Alleviating the Inconsistency Problem of Applying Graph Neural Network to Fraud Detection

05/01/2020 ∙ by Zhiwei Liu, et al. ∙ Beihang University University of Illinois at Chicago 0

The graph-based model can help to detect suspicious fraud online. Owing to the development of Graph Neural Networks (GNNs), prior research work has proposed many GNN-based fraud detection frameworks based on either homogeneous graphs or heterogeneous graphs. These work follow the existing GNN framework by aggregating the neighboring information to learn the node embedding, which lays on the assumption that the neighbors share similar context, features, and relations.

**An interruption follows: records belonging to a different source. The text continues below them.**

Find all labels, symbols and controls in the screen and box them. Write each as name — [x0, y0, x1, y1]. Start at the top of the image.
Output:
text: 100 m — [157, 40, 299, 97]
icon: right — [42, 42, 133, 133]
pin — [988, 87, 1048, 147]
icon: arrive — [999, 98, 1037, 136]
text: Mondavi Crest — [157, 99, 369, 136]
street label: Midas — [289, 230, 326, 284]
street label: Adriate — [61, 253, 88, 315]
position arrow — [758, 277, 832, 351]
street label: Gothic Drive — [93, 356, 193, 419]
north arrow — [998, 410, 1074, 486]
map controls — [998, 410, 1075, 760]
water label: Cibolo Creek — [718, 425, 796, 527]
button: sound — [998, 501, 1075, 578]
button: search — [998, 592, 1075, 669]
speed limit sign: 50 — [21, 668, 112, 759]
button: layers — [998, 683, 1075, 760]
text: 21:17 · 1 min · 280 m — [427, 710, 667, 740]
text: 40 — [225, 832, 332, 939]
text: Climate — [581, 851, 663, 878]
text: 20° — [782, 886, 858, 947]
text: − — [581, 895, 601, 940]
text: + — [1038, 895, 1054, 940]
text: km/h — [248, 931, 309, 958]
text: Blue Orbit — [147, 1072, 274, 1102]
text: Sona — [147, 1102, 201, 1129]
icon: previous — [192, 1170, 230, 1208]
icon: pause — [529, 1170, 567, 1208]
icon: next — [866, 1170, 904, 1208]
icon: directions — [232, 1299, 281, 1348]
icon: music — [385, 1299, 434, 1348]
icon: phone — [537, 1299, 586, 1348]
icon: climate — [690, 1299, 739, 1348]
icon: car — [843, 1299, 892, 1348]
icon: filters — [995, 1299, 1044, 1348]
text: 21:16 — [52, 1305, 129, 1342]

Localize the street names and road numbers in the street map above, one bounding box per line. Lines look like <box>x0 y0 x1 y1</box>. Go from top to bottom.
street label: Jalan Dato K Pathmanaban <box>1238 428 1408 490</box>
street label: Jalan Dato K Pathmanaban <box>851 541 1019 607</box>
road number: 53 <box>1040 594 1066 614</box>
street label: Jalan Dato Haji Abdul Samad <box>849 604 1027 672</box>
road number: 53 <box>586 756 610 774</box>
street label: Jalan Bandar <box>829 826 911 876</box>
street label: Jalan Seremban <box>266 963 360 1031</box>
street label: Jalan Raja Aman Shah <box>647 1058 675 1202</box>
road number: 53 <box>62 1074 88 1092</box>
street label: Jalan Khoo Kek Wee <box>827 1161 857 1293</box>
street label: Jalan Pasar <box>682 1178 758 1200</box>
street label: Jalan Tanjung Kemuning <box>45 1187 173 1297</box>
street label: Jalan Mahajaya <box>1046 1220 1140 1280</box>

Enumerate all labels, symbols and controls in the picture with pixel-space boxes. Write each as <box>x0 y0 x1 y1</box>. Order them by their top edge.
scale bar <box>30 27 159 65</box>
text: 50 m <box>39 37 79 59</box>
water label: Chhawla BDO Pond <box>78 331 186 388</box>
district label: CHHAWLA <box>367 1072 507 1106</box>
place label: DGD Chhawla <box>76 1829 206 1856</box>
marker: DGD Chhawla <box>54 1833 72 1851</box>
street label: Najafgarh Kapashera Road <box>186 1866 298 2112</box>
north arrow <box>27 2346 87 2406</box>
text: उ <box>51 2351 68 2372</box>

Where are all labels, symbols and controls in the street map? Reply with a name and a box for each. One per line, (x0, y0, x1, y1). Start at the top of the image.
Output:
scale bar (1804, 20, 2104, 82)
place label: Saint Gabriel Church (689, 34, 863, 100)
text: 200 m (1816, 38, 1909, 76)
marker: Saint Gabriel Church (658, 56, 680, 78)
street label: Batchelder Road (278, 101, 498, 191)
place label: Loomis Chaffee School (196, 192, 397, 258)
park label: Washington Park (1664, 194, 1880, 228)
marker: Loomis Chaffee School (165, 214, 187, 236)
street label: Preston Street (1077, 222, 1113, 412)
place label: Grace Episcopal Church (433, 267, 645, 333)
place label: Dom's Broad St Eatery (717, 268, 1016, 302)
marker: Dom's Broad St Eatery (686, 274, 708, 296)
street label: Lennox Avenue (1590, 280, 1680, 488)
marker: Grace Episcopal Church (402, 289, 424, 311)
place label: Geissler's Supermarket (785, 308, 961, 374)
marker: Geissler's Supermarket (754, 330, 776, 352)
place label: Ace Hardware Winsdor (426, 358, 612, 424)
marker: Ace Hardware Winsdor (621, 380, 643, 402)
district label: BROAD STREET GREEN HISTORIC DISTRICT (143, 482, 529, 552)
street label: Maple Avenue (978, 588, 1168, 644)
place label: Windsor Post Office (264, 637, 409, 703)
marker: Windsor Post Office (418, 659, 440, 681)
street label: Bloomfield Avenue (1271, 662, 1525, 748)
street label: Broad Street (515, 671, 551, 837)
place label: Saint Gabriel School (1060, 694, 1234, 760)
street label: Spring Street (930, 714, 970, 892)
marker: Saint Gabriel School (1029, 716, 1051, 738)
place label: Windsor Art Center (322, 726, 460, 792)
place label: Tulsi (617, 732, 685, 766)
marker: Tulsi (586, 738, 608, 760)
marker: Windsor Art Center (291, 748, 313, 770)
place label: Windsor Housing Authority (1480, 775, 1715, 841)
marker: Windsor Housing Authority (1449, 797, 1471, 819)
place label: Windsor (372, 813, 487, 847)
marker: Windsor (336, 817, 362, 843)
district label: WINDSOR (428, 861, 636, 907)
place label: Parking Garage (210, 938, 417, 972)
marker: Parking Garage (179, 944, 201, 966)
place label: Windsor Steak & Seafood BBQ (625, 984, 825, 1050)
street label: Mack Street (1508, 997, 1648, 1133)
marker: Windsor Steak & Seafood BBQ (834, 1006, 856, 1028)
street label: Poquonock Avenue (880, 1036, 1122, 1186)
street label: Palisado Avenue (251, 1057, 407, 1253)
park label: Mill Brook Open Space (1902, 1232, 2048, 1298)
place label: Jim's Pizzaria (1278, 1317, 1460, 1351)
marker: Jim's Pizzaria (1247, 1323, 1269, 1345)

However, the inconsistency problem is hardly investigated, i.e., the context inconsistency, feature inconsistency, and relation inconsistency. In this paper, we introduce these inconsistencies and design a new GNN framework, GraphConsis, to tackle the inconsistency problem: (1) for the context inconsistency, we propose to combine the context embeddings with node features, (2) for the feature inconsistency, we design a consistency score to filter the inconsistent neighbors and generate corresponding sampling probability, and (3) for the relation inconsistency, we learn a relation attention weights associated with the sampled nodes. Empirical analysis on four datasets indicates the inconsistency problem is crucial in a fraud detection task. The extensive experiments prove the effectiveness of GraphConsis. We also released a GNN-based fraud detection toolbox with implementations of SOTA models. The code is available at blue<https://github.com/safe-graph/DGFraud>.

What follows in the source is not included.